À suivre la démonstration, on comprend que le choix d’être schématique est moins lié à la vitesse d’écriture ou au souci d’intervenir dans le débat public, qu’au registre précis où Latour situe son propos, pour cerner la transformation de l’affrontement politique. La référence surprendra peut-être, s’agissant de l’auteur de Nous n’avons jamais été modernes : Où atterrir ?  est un livre profondément kantien. Chez Kant, le schématisme (faculté qui s’illustre notamment dans les schémas et les tableaux) est cette capacité de faire le lien entre les concepts, nécessairement abstraits, et le vif de la perception sensible où nous parvient l’expérience du monde : une idée étant donnée, comment lui associer une figure, quel correspondant spatial en tracer ? Or tout l’effort de Latour, toute l’énergie mise dans ses croquis, ses fictions et ses formules à la six-quatre-deux, consiste justement à montrer comment l’on s’épuise aujourd’hui à remuer les seules idées, à redistribuer des notions (égalité, progressisme, enracinement, émancipation…) quand le problème ne tient pas à leurs rapports entre elles, mais à la façon dont elles se rapportent les unes et les autres au monde – ici comme à une surface passive et inépuisable, là comme à un système où nous sommes « des terrestres au milieu des terrestres ». 

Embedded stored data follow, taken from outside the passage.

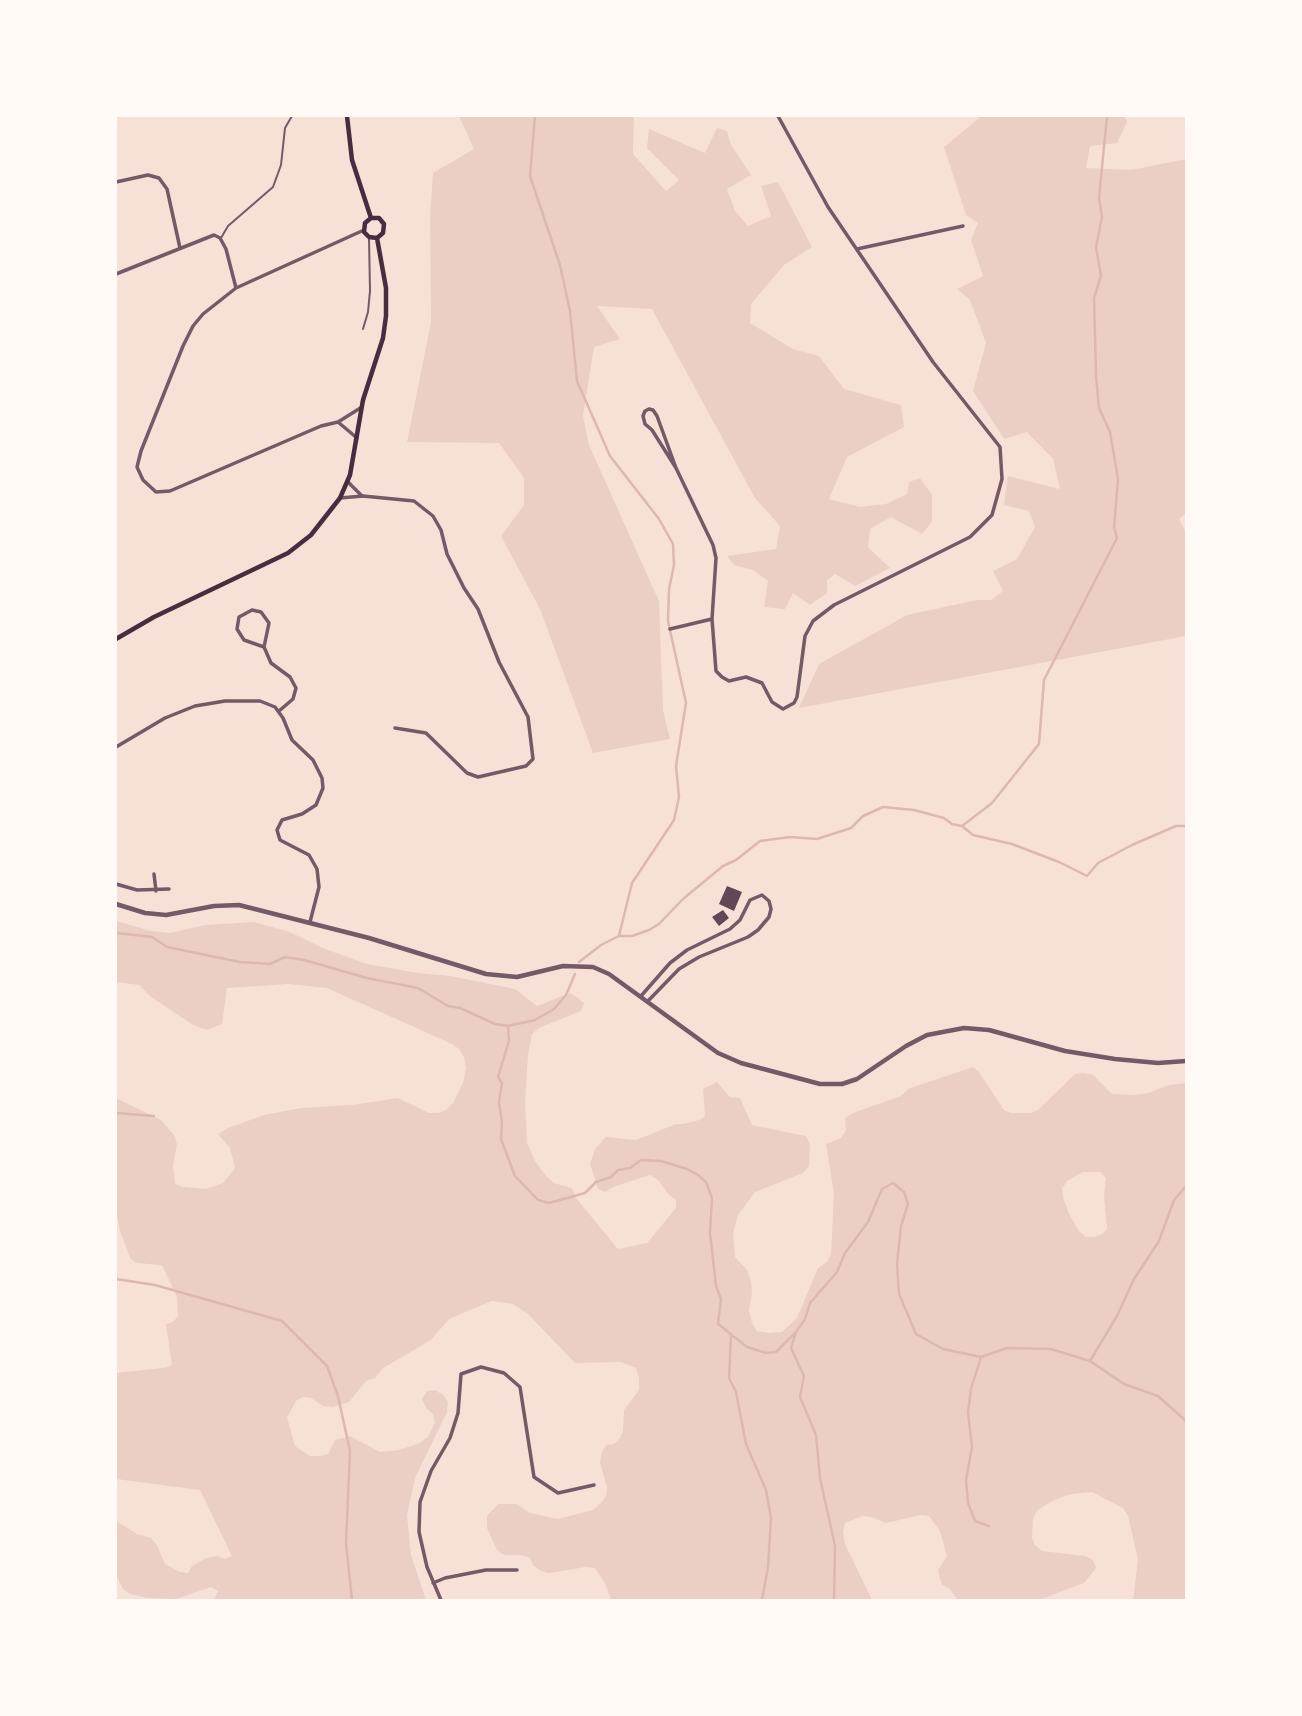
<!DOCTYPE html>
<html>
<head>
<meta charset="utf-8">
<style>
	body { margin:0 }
	#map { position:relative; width:1302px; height:1716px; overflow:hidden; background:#f7e1d7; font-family:"Varela Round",sans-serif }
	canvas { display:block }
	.frame { position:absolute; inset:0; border:117px solid #fffaf5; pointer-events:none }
</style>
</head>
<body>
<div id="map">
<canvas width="1302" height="1716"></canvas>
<div class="frame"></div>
</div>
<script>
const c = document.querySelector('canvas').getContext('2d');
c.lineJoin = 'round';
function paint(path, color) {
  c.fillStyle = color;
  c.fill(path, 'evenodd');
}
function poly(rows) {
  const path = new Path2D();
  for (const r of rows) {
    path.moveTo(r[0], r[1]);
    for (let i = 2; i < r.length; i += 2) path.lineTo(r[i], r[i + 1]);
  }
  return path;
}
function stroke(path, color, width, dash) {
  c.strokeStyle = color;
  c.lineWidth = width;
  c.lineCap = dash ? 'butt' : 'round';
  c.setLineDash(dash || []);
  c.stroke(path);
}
const green = poly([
	[459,116,634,116,633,154,666,191,679,180,647,148,649,129,705,153,717,128,727,131,731,145,751,175,727,189,735,211,748,226,771,216,761,186,778,182,812,247,784,265,751,304,750,323,793,349,819,356,844,389,901,405,904,427,847,457,829,499,860,507,886,504,907,494,909,482,920,478,932,495,932,522,922,534,891,517,870,529,868,547,890,568,855,586,835,574,827,580,827,593,810,605,793,593,785,609,764,607,768,581,753,570,734,565,727,556,776,549,780,526,755,498,652,309,597,306,620,339,594,347,583,416,589,445,659,601,663,710,670,739,593,753,540,609,501,536,524,505,524,478,499,443,407,442,431,322,430,217,433,173,474,149],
	[978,116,1124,116,1127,122,1117,143,1090,146,1086,168,1131,170,1186,159,1186,513,1179,519,1186,532,1186,636,799,708,819,664,907,615,977,600,991,600,1003,591,993,571,1017,559,1035,527,1029,511,1004,505,1008,476,1060,489,1053,459,1027,432,1004,439,973,391,986,343,970,300,957,289,983,276,971,240,978,223,966,215,944,147,979,118],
	[116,921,151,931,170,933,205,925,254,922,290,932,325,949,367,964,418,973,450,976,515,989,537,1006,570,993,577,997,584,1003,581,1011,539,1028,532,1034,528,1055,525,1103,527,1143,535,1161,546,1176,554,1183,572,1188,576,1198,618,1249,647,1243,676,1208,676,1200,669,1195,658,1180,650,1175,613,1187,605,1192,598,1189,590,1164,595,1149,606,1137,636,1140,676,1124,683,1124,699,1120,705,1116,703,1089,717,1082,730,1097,740,1098,752,1125,806,1136,810,1144,809,1166,803,1173,755,1192,738,1215,733,1233,735,1257,747,1270,751,1281,752,1293,749,1310,752,1323,757,1331,769,1333,782,1332,797,1318,818,1268,827,1262,831,1254,834,1194,826,1144,841,1138,846,1130,845,1118,853,1113,901,1096,908,1089,973,1067,979,1072,1004,1110,1011,1113,1031,1113,1038,1110,1075,1074,1083,1073,1093,1075,1112,1094,1132,1095,1148,1093,1169,1085,1186,1083,1186,1600,1133,1600,1138,1560,1128,1516,1123,1508,1092,1492,1071,1494,1054,1500,1038,1510,1033,1518,1032,1538,1035,1545,1042,1551,1085,1556,1093,1560,1096,1568,1084,1583,1039,1600,958,1600,950,1589,942,1585,940,1579,938,1570,947,1556,940,1531,929,1516,921,1515,886,1523,871,1517,863,1516,845,1523,843,1532,845,1544,872,1600,611,1600,605,1583,595,1568,586,1567,549,1573,541,1571,533,1565,530,1558,521,1555,504,1555,497,1550,487,1528,487,1516,498,1504,516,1504,530,1513,558,1519,593,1510,601,1503,606,1496,607,1488,600,1462,602,1452,606,1445,614,1444,620,1438,623,1431,624,1410,639,1390,639,1378,636,1368,621,1362,575,1363,528,1314,513,1304,492,1301,449,1319,431,1340,383,1368,375,1378,366,1381,349,1402,333,1407,323,1406,311,1398,303,1397,296,1401,287,1417,295,1446,310,1456,320,1456,328,1454,335,1440,350,1436,380,1452,399,1450,420,1443,428,1437,435,1422,433,1414,427,1409,422,1399,427,1391,435,1390,443,1395,448,1402,447,1412,415,1478,407,1515,411,1555,426,1600,214,1600,218,1591,211,1587,176,1599,147,1598,130,1594,123,1589,116,1575,116,1521,137,1534,151,1538,157,1545,165,1564,180,1572,188,1573,192,1566,206,1558,217,1556,225,1559,232,1556,200,1490,116,1479,116,1373,163,1368,172,1365,166,1324,173,1322,178,1316,177,1297,162,1265,136,1263,130,1258,120,1231,116,1210,116,1098,161,1120,174,1135,177,1144,173,1165,175,1184,183,1187,206,1189,223,1183,235,1168,230,1148,218,1134,228,1128,264,1115,301,1108,352,1105,398,1098,429,1113,438,1113,446,1110,453,1103,463,1083,466,1068,464,1057,459,1049,452,1044,327,988,288,984,227,988,222,1024,207,1030,193,1025,151,997,139,985,116,982],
	[1083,1172,1100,1172,1106,1178,1104,1196,1107,1229,1102,1234,1094,1237,1086,1237,1079,1231,1069,1214,1063,1197,1062,1189,1067,1181]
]);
const stream = poly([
	[535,116,530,176,560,265,570,311,577,381,610,456,659,519,673,544,674,565,669,589,668,621,686,703,676,766,679,797,674,820,632,883,619,936],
	[962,826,992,803,1039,744,1044,680,1117,538,1114,527,1118,479,1110,432,1099,408,1096,376,1094,298,1101,276,1096,247,1102,217,1099,198,1107,116],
	[116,933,152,937,167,947,240,962,270,964,285,957,304,960,367,978,418,988,448,1006,460,1008,495,1024,508,1026,535,1020,554,1009,566,995,575,974],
	[579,962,601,945,619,936,632,936,649,930,659,924,683,899,723,866,736,860,760,841,790,837,817,839,851,828,863,816,883,807,914,810,944,818,952,824,962,826,973,835,1012,844,1059,862,1087,876,1098,863,1132,845,1176,826,1186,826],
	[508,1026,509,1041,498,1077,502,1083,499,1102,502,1122,501,1139,515,1176,538,1200,549,1203,585,1193,596,1182,611,1177,618,1170,630,1168,641,1160,661,1161,687,1169,698,1175,706,1182,712,1198,710,1233,716,1286,721,1299,718,1324,747,1347,766,1353,776,1352,796,1332,805,1319,810,1303,837,1272,845,1253,868,1222,882,1189,893,1183,904,1192,908,1204,901,1226,897,1264,899,1294,916,1334,943,1349,981,1357,1007,1348,1051,1349,1090,1361,1124,1384,1158,1396,1186,1421],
	[116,1113,154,1116],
	[116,1279,155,1285,282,1321,327,1366,338,1396,350,1451,346,1543,352,1600],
	[796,1332,791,1348,804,1376,800,1397,816,1435,820,1478,835,1546,834,1600],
	[731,1335,729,1378,736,1392,746,1444,766,1490,771,1518,768,1567,762,1600],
	[981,1357,971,1389,968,1412,972,1447,966,1480,968,1503,975,1521,989,1526],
	[1090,1361,1117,1316,1134,1279,1159,1241,1174,1200,1186,1186]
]);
const building = poly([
	[727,886,742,892,734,911,719,904],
	[723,910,729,918,719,926,712,917]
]);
const service = poly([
	[221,238,228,226,273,187,281,165,285,128,292,116],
	[363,329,368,312,370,291,369,238]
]);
const minor = poly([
	[116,182,148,175,159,178,167,189,180,248],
	[857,249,963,226],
	[116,274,214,235,220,238,226,249,236,288],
	[362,407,338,422,321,426,170,491,156,492,143,480,137,467,141,451,183,346,193,326,203,314,236,288,364,230],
	[338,422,357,438],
	[676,468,657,416,653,410,649,409,645,411,643,416,645,424,652,430,676,468,713,545,716,558,712,619,716,671,722,677,729,681,746,677,762,683,772,702,783,709,794,703,797,697,805,636,813,621,834,605,970,537,992,515,1002,479,1000,447,933,362,828,207,778,116],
	[348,482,361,495],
	[340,498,363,496,414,501,433,516,441,530,447,554,464,588,478,609,499,662,528,717,533,759,526,766,478,777,467,773,426,733,395,728],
	[252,610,261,612,269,623,264,647,244,640,237,629,239,617,252,610],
	[670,629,712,619],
	[264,647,271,663,290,677,296,688,293,699,279,711],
	[116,747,165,718,195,706,225,701,260,701,275,707,283,718,292,740,313,760,322,778,323,788,316,805,302,814,282,820,277,830,280,840,309,855,317,869,319,887,310,922],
	[154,874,156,891],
	[116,884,137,890,169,889],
	[641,996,670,963,687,950,730,929,740,920,750,900,762,895,769,901,771,909,769,917,758,930,748,937,699,957,679,969,648,1001],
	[433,1583,445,1578,486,1570,517,1570],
	[441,1600,427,1567,419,1532,420,1502,431,1471,450,1438,458,1413,461,1374,481,1367,504,1373,520,1387,534,1477,558,1493,594,1485]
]);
const tertiary = poly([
	[116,904,145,913,166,915,214,906,239,905,369,938,486,974,517,977,563,966,593,967,609,974,718,1053,741,1063,820,1084,842,1084,857,1079,906,1046,927,1035,964,1028,989,1030,1065,1051,1115,1059,1158,1063,1186,1061]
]);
const secondary = poly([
	[347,116,352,160,371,218],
	[371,218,379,218,384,224,383,233,377,238],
	[371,218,365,223,364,232,369,237,377,238],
	[116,639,154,617,288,553,311,535,340,498,350,475,363,400,383,338,386,316,386,288,377,238]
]);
paint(green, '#ebcfc5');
stroke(stream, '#dcb8b0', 2.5);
paint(building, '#644757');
stroke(service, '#755966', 2);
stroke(minor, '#755966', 3.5);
stroke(tertiary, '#755966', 4.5);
stroke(secondary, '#4a2c40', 4.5);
</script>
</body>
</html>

L’expression de « sensibilités politiques » trouve du coup un sens littéral : après tout, la droite et la gauche, avant de désigner des corpus idéologiques, sont des façons de se repérer dans l’espace, et Latour appelle moins ici à « dépasser le clivage droite-gauche » qu’à décrire la manière dont, de fait, quelque chose dans notre perception des directions à suivre a déjà pivoté, du fait de l’irruption de la Terre sur la scène politique et de l’attraction qu’elle exerce sur nos repères traditionnels. Avec une insistance remarquable, revient dans le débat contemporain une question dont Kant (encore lui !) faisait la clé de la modernité : comment s’orienter dans la pensée ? Voici quelques mois, le philosophe Pierre Macherey intitulait S’orienter (Kimé) un essai pénétrant, décrivant comment la dynamique de nos attirances et de nos répulsions travaille de manière souterraine notre vie psychique censément gouvernée par la volonté et l’objectivité. De même, Bruno Latour pose un diagnostic essentiel : notre politique est, au sens strict, déboussolée parce que nous tardons à reconnaître combien les enjeux qui la polarisent et orientent l’aiguille de nos décisions collectives ont changé sans recours. Le titre choisi, Où atterrir ? n’a pas d’autre sens : si l’on ne peut naviguer sans instruments de mesure (autrement dit, sans l’apport explicatif des sciences sociales, dont l’indispensable tâche descriptive est rappelée au terme de l’ouvrage), on risque le crash à le faire sans boussole, et tracer un nouveau plan de vol vaut bien quelques risques théoriques si l’on admet qu’en-dessous de nous, la Terre elle-même a bougé.